What is expected: Transcribe the records below exactly, from their first line through the line containing "translate:-50% -50%; white-space:nowrap;". Omit every line after it.

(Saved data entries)
# # # #

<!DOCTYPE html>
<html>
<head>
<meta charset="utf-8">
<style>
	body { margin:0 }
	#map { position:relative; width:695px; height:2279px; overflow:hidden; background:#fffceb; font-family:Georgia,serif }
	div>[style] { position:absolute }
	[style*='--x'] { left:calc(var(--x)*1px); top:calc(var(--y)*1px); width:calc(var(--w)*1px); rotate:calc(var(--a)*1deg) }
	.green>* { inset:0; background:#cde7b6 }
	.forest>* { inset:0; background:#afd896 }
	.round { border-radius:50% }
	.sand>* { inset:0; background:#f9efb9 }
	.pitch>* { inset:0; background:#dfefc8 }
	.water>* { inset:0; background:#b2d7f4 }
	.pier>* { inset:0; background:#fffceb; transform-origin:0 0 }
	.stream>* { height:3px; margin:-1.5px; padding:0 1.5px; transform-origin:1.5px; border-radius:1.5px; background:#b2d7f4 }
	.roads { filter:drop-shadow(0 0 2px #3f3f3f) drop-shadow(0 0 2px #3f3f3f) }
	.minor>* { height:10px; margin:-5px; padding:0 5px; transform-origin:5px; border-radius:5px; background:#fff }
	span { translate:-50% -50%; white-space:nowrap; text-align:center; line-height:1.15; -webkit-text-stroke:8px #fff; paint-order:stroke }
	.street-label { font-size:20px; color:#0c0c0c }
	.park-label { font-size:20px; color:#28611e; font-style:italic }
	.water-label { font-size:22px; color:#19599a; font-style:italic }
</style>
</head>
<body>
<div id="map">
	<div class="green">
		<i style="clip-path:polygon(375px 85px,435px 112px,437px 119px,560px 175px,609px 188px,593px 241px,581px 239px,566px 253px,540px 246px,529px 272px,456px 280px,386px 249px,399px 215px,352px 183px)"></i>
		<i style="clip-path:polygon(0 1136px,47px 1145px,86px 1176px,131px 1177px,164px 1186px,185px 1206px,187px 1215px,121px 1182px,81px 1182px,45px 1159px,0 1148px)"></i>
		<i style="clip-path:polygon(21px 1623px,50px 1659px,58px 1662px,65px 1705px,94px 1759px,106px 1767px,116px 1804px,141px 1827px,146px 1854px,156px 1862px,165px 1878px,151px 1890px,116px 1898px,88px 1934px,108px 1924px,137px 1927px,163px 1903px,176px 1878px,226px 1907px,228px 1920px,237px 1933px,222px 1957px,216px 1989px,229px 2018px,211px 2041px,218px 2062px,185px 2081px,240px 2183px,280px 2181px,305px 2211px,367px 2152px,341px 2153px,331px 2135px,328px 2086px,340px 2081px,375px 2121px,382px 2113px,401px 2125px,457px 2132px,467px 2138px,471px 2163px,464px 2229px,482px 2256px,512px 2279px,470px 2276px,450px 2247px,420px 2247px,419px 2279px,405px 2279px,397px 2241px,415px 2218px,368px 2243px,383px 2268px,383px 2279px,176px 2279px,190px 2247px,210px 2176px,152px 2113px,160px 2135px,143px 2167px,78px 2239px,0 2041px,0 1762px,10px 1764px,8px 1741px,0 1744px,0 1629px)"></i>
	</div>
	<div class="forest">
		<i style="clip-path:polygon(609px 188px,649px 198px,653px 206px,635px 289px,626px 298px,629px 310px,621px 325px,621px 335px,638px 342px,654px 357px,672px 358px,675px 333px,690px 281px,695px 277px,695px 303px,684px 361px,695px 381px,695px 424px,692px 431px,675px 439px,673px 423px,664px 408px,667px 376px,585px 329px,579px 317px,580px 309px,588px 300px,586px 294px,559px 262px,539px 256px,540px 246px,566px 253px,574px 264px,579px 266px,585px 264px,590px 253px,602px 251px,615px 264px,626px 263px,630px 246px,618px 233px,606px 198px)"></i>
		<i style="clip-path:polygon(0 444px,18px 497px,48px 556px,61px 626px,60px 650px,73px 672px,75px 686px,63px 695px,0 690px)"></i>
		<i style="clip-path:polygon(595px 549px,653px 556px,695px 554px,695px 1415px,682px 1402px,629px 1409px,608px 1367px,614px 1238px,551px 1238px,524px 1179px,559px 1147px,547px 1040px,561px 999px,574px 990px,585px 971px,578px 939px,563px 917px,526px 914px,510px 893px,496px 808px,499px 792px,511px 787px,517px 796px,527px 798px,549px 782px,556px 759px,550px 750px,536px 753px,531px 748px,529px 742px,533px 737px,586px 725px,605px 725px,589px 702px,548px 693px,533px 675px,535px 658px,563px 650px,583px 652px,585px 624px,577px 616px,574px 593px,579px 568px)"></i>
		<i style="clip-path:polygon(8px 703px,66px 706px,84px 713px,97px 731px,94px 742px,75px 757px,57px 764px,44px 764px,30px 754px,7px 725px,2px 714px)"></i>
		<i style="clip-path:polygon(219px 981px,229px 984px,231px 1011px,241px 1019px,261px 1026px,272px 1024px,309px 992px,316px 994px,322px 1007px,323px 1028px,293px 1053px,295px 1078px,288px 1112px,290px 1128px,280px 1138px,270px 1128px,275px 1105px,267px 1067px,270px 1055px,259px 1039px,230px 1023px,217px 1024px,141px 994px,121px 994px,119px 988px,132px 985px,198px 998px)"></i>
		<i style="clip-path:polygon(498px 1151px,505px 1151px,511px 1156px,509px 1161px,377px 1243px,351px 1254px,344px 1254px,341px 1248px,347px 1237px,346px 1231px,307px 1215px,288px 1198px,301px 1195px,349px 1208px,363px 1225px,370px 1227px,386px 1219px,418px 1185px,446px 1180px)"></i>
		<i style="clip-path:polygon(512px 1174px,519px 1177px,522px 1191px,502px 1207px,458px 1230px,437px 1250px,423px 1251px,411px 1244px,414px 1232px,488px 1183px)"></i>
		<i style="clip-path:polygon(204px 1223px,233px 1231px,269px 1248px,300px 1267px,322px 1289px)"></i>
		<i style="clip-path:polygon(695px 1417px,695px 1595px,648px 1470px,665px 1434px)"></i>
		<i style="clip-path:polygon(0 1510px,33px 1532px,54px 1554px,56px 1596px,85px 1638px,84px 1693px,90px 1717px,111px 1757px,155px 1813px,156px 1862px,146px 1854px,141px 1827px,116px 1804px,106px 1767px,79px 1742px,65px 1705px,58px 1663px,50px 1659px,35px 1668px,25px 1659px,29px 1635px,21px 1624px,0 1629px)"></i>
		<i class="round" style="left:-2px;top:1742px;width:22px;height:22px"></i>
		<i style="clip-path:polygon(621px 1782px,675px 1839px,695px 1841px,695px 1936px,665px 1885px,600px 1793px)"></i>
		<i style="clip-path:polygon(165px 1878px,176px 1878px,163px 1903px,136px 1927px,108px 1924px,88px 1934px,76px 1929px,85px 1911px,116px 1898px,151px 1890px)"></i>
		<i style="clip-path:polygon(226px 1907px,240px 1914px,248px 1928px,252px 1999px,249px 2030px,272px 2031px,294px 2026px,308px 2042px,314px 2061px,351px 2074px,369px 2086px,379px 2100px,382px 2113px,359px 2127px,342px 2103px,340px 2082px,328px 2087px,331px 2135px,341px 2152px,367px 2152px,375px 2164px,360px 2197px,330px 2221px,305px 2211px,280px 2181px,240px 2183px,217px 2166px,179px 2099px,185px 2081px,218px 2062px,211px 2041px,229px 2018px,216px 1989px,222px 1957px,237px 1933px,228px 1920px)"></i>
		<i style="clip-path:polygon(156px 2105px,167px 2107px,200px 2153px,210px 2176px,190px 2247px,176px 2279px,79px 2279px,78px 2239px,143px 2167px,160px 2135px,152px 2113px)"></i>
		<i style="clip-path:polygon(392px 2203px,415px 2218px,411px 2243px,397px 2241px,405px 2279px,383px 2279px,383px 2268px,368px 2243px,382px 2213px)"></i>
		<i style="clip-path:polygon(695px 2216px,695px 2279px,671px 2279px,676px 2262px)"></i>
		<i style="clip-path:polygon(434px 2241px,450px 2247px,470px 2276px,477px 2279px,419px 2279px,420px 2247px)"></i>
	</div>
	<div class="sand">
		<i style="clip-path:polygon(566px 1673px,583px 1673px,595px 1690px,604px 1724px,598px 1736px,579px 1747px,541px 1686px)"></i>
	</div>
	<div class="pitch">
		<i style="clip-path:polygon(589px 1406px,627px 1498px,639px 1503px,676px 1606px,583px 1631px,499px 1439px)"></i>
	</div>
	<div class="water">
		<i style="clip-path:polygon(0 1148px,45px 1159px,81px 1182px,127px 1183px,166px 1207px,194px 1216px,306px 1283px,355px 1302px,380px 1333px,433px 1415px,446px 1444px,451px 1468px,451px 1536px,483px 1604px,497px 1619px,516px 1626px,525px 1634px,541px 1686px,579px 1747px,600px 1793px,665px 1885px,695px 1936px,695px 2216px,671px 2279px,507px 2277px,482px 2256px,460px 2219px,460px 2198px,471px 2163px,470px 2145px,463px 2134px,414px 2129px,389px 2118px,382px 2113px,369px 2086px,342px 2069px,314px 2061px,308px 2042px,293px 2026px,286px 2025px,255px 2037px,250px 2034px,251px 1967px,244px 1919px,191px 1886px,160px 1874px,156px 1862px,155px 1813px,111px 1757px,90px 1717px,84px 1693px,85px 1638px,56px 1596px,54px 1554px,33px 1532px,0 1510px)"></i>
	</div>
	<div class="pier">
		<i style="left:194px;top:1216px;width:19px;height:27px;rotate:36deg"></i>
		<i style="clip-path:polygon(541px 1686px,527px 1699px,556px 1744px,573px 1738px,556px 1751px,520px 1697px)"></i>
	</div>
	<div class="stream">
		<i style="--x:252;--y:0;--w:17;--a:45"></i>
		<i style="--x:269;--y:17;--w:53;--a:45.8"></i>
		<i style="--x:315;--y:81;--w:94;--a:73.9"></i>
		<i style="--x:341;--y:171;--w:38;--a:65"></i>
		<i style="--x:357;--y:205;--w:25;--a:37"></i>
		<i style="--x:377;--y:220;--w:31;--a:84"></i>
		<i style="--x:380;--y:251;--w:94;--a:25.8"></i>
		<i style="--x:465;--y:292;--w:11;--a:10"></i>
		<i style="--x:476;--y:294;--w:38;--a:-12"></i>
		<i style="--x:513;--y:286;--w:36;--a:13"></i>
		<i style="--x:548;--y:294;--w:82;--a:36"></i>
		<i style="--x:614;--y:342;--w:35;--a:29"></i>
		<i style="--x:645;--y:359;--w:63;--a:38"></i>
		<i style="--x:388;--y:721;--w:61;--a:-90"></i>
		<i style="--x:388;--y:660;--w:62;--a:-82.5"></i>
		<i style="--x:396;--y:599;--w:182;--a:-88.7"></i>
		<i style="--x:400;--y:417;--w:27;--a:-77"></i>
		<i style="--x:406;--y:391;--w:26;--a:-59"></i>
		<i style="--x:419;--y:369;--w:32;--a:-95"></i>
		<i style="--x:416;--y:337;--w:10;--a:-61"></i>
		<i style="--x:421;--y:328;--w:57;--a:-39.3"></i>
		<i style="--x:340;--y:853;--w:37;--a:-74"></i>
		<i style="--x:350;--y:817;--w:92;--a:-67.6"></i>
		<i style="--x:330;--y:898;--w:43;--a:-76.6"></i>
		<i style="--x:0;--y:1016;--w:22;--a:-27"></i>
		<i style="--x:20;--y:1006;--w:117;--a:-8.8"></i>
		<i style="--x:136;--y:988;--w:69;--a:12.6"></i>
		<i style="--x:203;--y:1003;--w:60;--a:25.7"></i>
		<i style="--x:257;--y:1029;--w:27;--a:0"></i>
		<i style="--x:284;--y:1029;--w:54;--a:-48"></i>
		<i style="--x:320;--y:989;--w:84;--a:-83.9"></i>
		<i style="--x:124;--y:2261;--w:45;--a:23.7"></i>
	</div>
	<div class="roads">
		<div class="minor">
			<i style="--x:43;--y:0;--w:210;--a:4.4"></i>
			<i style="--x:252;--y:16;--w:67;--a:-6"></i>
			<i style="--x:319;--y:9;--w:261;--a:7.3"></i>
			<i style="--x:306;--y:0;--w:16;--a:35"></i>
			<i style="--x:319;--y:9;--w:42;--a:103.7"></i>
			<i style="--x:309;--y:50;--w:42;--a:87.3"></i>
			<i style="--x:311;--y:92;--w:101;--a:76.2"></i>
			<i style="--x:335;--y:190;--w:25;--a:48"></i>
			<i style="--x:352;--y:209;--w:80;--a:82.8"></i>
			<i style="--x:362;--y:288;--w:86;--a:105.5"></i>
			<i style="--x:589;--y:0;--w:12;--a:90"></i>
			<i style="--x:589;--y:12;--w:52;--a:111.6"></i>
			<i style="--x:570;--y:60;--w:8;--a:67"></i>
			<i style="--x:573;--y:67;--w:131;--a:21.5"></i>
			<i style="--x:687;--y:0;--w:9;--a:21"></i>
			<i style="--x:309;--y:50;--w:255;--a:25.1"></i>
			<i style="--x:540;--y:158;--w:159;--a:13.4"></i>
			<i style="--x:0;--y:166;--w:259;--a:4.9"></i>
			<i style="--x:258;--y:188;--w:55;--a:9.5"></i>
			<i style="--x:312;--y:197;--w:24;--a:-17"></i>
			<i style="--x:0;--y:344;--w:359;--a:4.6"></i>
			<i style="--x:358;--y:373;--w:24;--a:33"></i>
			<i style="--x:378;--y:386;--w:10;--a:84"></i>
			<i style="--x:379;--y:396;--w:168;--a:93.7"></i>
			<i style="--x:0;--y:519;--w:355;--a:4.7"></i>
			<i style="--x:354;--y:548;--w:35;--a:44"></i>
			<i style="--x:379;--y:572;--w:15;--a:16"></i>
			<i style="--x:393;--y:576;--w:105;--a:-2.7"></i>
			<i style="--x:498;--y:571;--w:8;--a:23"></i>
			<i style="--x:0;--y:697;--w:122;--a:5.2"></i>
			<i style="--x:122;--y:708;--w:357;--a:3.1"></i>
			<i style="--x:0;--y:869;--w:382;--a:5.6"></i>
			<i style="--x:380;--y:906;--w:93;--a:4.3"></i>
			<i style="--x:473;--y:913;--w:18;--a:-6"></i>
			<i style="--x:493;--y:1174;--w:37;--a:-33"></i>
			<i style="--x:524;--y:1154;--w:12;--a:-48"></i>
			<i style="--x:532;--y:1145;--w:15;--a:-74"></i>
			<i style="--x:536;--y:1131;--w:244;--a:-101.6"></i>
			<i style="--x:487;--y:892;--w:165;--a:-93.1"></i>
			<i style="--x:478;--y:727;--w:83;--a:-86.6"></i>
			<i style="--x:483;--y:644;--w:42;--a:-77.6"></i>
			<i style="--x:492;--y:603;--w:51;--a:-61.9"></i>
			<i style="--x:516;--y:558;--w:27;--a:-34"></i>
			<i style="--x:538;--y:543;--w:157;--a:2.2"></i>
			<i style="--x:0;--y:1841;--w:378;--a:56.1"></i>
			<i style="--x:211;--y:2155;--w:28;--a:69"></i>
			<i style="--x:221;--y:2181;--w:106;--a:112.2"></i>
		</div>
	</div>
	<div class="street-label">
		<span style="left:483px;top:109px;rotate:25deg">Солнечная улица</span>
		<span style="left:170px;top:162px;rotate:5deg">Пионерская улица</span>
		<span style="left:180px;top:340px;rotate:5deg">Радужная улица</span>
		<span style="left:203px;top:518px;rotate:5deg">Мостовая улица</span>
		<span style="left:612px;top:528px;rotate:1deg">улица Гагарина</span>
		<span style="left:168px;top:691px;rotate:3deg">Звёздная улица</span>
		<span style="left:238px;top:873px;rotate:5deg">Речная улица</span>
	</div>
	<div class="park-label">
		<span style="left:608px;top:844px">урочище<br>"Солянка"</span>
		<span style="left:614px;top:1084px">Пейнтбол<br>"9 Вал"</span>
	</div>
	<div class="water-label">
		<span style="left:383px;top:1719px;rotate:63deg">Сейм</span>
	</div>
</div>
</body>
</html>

# # # #

Result of the exercise:
<!DOCTYPE html>
<html>
<head>
<meta charset="utf-8">
<style>
	body { margin:0 }
	#map { position:relative; width:695px; height:2279px; overflow:hidden; background:#fffceb; font-family:Georgia,serif }
	div>[style] { position:absolute }
	[style*='--x'] { left:calc(var(--x)*1px); top:calc(var(--y)*1px); width:calc(var(--w)*1px); rotate:calc(var(--a)*1deg) }
	.green>* { inset:0; background:#cde7b6 }
	.forest>* { inset:0; background:#afd896 }
	.round { border-radius:50% }
	.sand>* { inset:0; background:#f9efb9 }
	.pitch>* { inset:0; background:#dfefc8 }
	.water>* { inset:0; background:#b2d7f4 }
	.pier>* { inset:0; background:#fffceb; transform-origin:0 0 }
	.stream>* { height:3px; margin:-1.5px; padding:0 1.5px; transform-origin:1.5px; border-radius:1.5px; background:#b2d7f4 }
	.roads { filter:drop-shadow(0 0 2px #3f3f3f) drop-shadow(0 0 2px #3f3f3f) }
	.minor>* { height:10px; margin:-5px; padding:0 5px; transform-origin:5px; border-radius:5px; background:#fff }
	span { translate:-50% -50%; white-space:nowrap; text-align:center; line-height:1.15; -webkit-text-stroke:8px #fff; paint-order:stroke }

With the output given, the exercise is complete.